Do these sound familiar?
I want to share a very interesting question that’s come up a lot lately. It involves making someone else “pay”, feel “bad” or be “punished” when their actions hurt us, the spouses and significant others.
We are hurting so bad and therefore we need them to truly feel like shit after what they have done to us! RIGHT? I’m sure many women out there are nodding their heads in agreement with that statement right now! Let me know if you connect with this in the comments below.
This is a very common feeling and I believe that in the long run these feelings are not healthy. It really is confusing the concept of EMPATHY with SHAMEFULNESS.I believe that emotion of wanting someone to feel shameful, or be hurt, when we are hurting is because when we get hurt it feels good to us to have the other person hurt as well. If we feel like shit, so they should feel even shittier. It’s actually a place where we perceive that we are in control. We feel like they took our power away by hurting us and THEREFORE if he can understand how it feels to be hurt and feel horrible about it … well then we THINK we have gained control back! And we believe that is the way for them to learn how it feels to be hurt, to learn our hurt and to make sure they NEVER, EVER do it again! We learn our lessons through punishments, right???

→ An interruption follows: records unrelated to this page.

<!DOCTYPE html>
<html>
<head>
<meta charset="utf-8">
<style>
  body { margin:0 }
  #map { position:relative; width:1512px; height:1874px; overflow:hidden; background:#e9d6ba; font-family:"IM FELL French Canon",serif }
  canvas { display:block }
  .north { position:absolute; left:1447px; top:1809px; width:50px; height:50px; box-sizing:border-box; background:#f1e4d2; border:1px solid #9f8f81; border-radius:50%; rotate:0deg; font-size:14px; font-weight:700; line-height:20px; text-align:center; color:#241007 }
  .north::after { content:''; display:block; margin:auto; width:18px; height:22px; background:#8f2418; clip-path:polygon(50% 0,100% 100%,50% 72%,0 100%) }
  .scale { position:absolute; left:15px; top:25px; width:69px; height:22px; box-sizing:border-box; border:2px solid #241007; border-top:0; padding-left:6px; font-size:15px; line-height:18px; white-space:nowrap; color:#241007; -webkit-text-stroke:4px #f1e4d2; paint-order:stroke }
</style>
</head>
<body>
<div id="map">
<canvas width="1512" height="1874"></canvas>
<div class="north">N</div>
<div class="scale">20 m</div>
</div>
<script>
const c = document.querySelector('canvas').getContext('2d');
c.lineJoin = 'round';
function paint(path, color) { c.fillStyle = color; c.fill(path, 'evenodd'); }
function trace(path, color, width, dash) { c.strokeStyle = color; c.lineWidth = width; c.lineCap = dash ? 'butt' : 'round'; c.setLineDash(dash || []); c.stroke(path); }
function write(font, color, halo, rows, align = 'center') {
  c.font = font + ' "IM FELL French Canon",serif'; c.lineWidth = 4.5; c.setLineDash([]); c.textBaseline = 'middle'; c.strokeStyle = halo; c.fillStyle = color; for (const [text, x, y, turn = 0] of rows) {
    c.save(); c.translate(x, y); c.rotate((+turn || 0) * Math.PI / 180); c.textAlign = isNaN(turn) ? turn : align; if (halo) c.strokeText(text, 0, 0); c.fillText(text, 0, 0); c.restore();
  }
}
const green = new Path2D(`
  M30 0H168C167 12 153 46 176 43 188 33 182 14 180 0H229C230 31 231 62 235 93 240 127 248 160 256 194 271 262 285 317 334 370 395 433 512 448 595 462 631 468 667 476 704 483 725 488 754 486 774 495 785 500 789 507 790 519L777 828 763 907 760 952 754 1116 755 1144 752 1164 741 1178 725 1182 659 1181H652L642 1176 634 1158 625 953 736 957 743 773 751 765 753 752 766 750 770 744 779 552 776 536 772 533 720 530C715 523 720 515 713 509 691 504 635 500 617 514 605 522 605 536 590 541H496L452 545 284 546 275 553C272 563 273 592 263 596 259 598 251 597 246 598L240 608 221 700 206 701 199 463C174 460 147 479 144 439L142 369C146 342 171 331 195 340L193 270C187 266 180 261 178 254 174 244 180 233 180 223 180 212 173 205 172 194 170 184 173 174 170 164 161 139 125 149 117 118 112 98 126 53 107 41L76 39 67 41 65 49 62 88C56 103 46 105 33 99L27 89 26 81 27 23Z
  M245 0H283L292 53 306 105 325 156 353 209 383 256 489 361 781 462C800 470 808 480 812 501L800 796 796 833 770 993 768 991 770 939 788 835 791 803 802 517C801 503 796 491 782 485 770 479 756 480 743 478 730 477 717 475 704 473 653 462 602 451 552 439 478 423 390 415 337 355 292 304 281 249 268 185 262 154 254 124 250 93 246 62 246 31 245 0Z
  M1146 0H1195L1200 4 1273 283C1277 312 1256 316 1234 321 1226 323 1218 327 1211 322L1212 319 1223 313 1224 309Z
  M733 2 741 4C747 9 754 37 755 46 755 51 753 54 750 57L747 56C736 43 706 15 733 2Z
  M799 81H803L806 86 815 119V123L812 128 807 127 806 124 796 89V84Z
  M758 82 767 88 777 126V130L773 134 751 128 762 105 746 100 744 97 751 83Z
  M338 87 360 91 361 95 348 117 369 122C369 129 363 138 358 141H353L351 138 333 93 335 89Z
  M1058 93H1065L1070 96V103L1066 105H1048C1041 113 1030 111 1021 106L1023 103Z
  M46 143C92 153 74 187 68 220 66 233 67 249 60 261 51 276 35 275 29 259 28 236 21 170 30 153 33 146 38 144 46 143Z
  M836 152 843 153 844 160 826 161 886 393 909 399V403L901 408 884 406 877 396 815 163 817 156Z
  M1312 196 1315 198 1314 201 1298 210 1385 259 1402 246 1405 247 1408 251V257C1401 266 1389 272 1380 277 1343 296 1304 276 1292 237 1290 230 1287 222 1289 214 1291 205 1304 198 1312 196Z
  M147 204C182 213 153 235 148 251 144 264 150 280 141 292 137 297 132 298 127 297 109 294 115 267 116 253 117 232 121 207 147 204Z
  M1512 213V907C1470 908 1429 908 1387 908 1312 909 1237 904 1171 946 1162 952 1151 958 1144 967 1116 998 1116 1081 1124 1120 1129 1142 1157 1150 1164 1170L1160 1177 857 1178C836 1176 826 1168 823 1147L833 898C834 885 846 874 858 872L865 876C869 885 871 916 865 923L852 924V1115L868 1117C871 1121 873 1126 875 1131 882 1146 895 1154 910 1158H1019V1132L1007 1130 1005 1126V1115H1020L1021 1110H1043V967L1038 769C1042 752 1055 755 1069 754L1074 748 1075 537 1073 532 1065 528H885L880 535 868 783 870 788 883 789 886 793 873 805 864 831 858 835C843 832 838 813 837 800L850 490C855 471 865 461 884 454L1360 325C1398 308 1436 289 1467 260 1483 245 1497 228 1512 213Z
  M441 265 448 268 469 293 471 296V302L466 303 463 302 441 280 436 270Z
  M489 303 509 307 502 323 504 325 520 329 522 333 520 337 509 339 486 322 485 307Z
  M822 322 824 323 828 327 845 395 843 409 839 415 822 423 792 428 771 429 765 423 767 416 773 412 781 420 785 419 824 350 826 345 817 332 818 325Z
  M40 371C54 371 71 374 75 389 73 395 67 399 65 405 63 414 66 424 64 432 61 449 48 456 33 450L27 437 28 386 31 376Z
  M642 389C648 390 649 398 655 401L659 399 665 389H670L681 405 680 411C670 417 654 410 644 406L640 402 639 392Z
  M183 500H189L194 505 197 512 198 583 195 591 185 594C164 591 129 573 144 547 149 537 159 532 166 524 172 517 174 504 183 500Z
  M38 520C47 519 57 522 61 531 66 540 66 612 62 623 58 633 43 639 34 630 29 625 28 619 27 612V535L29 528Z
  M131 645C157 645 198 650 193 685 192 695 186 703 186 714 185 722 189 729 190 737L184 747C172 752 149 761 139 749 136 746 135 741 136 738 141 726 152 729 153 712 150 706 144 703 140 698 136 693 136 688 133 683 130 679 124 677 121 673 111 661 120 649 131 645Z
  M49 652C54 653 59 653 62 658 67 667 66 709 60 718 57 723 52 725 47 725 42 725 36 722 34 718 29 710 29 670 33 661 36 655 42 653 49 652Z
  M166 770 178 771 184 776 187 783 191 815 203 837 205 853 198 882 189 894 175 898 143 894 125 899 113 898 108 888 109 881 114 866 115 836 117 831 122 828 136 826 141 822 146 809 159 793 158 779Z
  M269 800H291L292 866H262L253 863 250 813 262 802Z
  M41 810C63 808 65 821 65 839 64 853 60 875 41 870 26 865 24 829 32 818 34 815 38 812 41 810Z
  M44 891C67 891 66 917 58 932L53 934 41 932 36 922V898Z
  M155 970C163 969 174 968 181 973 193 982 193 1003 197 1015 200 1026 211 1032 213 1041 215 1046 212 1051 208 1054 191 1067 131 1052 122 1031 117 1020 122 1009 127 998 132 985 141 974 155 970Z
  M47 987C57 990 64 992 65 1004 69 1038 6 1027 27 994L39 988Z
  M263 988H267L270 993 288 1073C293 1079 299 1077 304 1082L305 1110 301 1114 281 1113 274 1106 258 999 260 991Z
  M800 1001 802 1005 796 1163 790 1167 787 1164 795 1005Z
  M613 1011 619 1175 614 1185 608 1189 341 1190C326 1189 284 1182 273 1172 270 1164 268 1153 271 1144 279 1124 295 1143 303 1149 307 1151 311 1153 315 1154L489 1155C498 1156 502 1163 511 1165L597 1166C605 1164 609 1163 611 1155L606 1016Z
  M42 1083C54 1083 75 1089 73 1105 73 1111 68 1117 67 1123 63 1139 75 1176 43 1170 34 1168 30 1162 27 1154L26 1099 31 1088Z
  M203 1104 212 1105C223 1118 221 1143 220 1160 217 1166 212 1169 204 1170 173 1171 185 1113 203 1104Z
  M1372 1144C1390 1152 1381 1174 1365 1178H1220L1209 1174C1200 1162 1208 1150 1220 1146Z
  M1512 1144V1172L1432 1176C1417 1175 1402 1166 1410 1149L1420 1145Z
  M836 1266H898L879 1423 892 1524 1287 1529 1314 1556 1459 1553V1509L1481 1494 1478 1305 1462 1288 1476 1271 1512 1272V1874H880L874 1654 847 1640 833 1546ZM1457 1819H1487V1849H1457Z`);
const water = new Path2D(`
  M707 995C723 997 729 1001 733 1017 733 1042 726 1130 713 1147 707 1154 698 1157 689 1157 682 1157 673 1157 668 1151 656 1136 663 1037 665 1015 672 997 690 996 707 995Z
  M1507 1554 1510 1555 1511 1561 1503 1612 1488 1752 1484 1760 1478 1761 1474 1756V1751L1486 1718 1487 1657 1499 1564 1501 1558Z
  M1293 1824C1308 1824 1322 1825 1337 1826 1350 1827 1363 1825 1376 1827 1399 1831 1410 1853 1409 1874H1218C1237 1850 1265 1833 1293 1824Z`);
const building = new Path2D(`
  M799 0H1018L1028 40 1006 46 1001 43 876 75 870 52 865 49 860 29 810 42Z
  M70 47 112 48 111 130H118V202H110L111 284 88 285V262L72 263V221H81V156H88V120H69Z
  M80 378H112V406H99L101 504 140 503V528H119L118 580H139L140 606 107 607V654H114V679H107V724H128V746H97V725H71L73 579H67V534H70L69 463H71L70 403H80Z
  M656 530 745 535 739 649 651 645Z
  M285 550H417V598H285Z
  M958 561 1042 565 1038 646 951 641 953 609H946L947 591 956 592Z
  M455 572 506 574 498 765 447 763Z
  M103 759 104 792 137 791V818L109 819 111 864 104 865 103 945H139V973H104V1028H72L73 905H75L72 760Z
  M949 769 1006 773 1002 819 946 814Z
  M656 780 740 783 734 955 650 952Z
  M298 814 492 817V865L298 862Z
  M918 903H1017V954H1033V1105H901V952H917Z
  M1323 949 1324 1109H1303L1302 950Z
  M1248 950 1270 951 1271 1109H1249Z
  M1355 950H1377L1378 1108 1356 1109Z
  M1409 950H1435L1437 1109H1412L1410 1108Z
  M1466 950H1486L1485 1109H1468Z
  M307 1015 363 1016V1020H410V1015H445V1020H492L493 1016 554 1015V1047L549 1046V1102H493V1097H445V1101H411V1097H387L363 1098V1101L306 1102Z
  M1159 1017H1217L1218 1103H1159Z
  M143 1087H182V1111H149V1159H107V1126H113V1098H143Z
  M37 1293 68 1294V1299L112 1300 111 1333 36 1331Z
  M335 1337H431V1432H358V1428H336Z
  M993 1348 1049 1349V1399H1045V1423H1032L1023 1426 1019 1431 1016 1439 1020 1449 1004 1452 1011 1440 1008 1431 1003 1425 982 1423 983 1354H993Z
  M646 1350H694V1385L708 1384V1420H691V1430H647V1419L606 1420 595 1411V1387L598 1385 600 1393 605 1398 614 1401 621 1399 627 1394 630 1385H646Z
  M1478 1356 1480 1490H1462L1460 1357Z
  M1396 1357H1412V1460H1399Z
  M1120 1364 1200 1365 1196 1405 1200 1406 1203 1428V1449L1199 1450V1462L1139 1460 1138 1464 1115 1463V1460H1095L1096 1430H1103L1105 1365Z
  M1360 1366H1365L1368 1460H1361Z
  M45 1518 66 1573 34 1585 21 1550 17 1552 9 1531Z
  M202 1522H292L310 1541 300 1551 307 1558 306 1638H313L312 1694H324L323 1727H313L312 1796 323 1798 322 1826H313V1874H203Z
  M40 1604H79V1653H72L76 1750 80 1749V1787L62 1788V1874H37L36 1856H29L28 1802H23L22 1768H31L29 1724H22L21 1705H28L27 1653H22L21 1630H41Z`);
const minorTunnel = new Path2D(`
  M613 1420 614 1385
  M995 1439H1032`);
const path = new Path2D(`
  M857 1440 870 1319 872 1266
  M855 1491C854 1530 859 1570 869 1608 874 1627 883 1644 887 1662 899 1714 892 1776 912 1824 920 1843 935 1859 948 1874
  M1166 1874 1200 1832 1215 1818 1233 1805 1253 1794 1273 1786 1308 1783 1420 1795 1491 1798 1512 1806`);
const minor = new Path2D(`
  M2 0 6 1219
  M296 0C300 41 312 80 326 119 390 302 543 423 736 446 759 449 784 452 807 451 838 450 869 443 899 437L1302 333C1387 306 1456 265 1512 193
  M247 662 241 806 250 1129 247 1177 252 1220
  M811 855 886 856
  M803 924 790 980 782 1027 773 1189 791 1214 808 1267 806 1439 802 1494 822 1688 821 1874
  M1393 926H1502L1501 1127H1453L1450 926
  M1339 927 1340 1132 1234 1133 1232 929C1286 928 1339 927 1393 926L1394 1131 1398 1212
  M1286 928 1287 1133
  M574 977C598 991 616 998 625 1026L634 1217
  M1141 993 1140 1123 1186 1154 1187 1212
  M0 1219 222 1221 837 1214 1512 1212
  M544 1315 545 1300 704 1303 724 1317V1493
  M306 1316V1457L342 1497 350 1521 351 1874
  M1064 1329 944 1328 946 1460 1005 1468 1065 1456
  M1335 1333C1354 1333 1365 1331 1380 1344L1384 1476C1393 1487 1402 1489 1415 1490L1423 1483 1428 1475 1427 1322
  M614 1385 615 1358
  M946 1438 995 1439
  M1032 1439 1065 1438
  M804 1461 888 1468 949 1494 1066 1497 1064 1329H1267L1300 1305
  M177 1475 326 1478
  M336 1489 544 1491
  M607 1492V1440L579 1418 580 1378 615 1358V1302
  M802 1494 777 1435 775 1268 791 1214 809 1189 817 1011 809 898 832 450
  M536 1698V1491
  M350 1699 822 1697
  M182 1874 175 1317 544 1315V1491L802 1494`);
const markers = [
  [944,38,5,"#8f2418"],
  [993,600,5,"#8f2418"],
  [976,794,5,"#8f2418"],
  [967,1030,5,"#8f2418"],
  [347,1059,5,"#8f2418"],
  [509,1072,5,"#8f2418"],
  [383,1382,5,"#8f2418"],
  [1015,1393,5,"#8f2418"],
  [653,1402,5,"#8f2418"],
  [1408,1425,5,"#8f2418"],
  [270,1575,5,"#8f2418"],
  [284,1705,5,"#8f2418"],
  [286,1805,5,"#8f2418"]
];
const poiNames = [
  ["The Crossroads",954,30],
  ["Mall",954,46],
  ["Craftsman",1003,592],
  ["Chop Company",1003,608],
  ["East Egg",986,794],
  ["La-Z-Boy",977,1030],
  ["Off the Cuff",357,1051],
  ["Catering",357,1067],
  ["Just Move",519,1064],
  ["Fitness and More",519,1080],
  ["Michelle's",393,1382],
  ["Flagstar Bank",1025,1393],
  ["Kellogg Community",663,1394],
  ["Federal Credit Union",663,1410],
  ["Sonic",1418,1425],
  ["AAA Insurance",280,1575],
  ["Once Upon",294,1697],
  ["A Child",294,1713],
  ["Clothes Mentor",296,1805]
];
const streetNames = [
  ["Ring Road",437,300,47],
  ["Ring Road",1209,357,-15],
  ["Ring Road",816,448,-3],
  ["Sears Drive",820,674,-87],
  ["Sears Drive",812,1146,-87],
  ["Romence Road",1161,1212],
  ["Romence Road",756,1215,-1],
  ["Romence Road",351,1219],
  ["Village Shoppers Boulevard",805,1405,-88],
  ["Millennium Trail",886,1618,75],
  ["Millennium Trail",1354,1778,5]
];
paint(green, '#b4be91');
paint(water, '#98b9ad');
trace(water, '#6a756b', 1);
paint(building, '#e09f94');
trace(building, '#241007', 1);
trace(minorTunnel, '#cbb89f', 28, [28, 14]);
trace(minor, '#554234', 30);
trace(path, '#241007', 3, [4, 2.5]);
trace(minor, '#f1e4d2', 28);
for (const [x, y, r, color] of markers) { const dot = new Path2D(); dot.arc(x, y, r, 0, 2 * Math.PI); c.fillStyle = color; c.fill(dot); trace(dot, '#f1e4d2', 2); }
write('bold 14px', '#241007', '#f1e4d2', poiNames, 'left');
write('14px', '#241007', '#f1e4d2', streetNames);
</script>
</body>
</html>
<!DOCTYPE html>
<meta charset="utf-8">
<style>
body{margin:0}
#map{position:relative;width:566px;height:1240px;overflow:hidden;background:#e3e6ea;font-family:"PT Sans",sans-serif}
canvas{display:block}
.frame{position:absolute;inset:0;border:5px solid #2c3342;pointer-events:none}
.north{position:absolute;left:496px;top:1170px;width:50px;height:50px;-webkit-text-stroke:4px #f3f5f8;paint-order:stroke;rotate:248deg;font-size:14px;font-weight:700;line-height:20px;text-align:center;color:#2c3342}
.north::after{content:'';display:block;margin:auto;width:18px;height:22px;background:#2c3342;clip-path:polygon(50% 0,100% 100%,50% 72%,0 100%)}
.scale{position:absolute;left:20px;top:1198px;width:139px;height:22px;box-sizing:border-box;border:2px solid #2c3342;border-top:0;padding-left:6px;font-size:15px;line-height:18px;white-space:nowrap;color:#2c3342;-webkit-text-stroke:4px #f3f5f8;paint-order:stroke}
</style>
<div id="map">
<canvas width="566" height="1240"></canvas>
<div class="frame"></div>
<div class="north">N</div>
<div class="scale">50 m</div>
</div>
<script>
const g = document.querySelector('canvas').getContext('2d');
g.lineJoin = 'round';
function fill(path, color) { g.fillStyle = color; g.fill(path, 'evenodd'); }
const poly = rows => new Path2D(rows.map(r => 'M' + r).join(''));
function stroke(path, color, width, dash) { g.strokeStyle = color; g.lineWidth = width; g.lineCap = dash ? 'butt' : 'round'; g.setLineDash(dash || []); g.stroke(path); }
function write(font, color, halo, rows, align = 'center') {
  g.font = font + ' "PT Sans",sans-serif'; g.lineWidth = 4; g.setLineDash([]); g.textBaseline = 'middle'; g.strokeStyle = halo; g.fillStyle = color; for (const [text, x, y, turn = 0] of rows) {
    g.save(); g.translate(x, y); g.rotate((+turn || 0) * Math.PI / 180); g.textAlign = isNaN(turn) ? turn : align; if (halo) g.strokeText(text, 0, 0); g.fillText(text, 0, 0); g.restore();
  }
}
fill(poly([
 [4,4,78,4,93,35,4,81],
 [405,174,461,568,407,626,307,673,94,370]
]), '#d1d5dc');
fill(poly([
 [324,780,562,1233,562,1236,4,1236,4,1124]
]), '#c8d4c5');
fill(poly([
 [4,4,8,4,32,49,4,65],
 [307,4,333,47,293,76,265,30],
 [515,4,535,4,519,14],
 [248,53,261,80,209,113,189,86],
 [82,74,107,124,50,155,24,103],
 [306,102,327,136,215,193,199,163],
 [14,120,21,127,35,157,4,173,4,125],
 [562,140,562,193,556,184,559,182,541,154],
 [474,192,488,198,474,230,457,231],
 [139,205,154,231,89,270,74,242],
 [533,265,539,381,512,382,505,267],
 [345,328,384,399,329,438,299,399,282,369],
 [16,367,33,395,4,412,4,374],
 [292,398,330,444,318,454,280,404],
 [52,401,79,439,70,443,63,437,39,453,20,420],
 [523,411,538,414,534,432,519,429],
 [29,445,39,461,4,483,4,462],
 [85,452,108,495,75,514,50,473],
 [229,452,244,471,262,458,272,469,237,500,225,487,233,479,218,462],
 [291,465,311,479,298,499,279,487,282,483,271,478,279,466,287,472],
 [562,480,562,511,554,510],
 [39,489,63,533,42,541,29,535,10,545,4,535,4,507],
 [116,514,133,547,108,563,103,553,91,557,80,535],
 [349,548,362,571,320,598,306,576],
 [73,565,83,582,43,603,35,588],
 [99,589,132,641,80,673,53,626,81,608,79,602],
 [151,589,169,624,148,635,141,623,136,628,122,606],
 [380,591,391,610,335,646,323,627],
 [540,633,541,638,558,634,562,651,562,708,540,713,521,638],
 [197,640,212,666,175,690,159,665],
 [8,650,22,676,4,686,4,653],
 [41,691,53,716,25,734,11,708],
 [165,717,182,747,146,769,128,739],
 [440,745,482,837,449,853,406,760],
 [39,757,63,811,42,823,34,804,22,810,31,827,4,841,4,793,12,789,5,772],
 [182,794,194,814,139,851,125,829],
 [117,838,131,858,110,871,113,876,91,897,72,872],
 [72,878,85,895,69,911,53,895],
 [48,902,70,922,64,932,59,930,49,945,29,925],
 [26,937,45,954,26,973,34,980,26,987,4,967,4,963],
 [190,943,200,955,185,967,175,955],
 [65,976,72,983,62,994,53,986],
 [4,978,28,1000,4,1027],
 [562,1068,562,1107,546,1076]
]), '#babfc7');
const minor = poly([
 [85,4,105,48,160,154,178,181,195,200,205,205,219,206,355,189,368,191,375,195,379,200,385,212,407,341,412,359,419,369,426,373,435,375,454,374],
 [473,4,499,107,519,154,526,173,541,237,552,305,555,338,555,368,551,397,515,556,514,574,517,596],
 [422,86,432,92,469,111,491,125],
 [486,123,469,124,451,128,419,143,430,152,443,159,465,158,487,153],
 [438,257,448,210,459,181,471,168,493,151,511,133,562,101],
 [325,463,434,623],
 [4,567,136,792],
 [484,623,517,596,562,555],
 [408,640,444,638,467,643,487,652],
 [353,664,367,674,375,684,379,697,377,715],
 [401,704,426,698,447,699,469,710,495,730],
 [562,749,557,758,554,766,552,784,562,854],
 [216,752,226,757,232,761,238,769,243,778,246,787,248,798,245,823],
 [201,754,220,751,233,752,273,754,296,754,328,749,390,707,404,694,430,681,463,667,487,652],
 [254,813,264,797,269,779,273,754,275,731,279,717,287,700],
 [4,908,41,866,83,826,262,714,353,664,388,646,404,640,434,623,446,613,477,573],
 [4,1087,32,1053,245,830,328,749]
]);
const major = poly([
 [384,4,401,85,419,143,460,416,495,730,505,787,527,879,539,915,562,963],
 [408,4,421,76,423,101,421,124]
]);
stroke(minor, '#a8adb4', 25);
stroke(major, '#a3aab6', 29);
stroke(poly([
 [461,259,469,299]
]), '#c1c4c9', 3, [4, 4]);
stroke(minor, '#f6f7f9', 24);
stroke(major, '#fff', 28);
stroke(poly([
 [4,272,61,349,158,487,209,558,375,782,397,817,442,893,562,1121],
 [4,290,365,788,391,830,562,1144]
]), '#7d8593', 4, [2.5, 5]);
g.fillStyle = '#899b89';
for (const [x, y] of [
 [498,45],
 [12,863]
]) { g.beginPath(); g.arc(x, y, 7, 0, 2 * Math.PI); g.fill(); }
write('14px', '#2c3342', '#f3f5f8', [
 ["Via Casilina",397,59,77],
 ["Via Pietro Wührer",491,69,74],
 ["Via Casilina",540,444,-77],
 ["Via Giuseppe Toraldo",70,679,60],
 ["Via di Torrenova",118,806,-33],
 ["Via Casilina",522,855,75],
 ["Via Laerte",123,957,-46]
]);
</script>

Unfortunately, that just doesn’t work long term. The truth is that most of us want our men to have EMPATHY for our pain….. We want them to understand and truly feel how we have been hurt. Understanding our pain and feeling a connection to our pain and that they were a part of creating that is the piece of empathy to focus on. Connecting to our pain and understanding that they CAN do something about it changes the perspective to an empowering one. Bringing feelings of shame into it creates a lot of negativity … and feelings of shame make them feel sorry for themselves. This is the piece (shame, I’m a piece of shit, etc.) that truly feeds addictive behaviors and not positive change.
That does nothing to help us move forward and learn from our mistakes. It maintains the feeling of shameful, not being good enough, sucking as a human being, etc. Instead, it’s better to understand what happens, how the other person was affected by it and when you can connect to that without feeling bad for yourself you start putting yourself in the other person shoes and understanding the situation a lot better. Empathy is connecting to how another person feels ….. It’s better to empower someone to change because they can truly understand how something has hurt you and they recognize that they can positively CHOOSE another behavior …. instead of feeding their shame cycle …. Shame just never works long-term.
So, when Craig does something that hurts my feelings or hurts me (and yes, shockingly it does happen occasionally) I focus on communicating with him in a way where I am able to explain my side and hopefully get him to understand and connect with how I’m feeling, why I am feeling that way. That brings me closer to my ultimate goal of having him change his behavior and ultimately get what I want. Bringing shame into it feeds negativity; and I want to empower him, my relationship and myself towards positivity. That is the path toward working together as a team and respecting each other’s emotions. It’s the path to true long term love.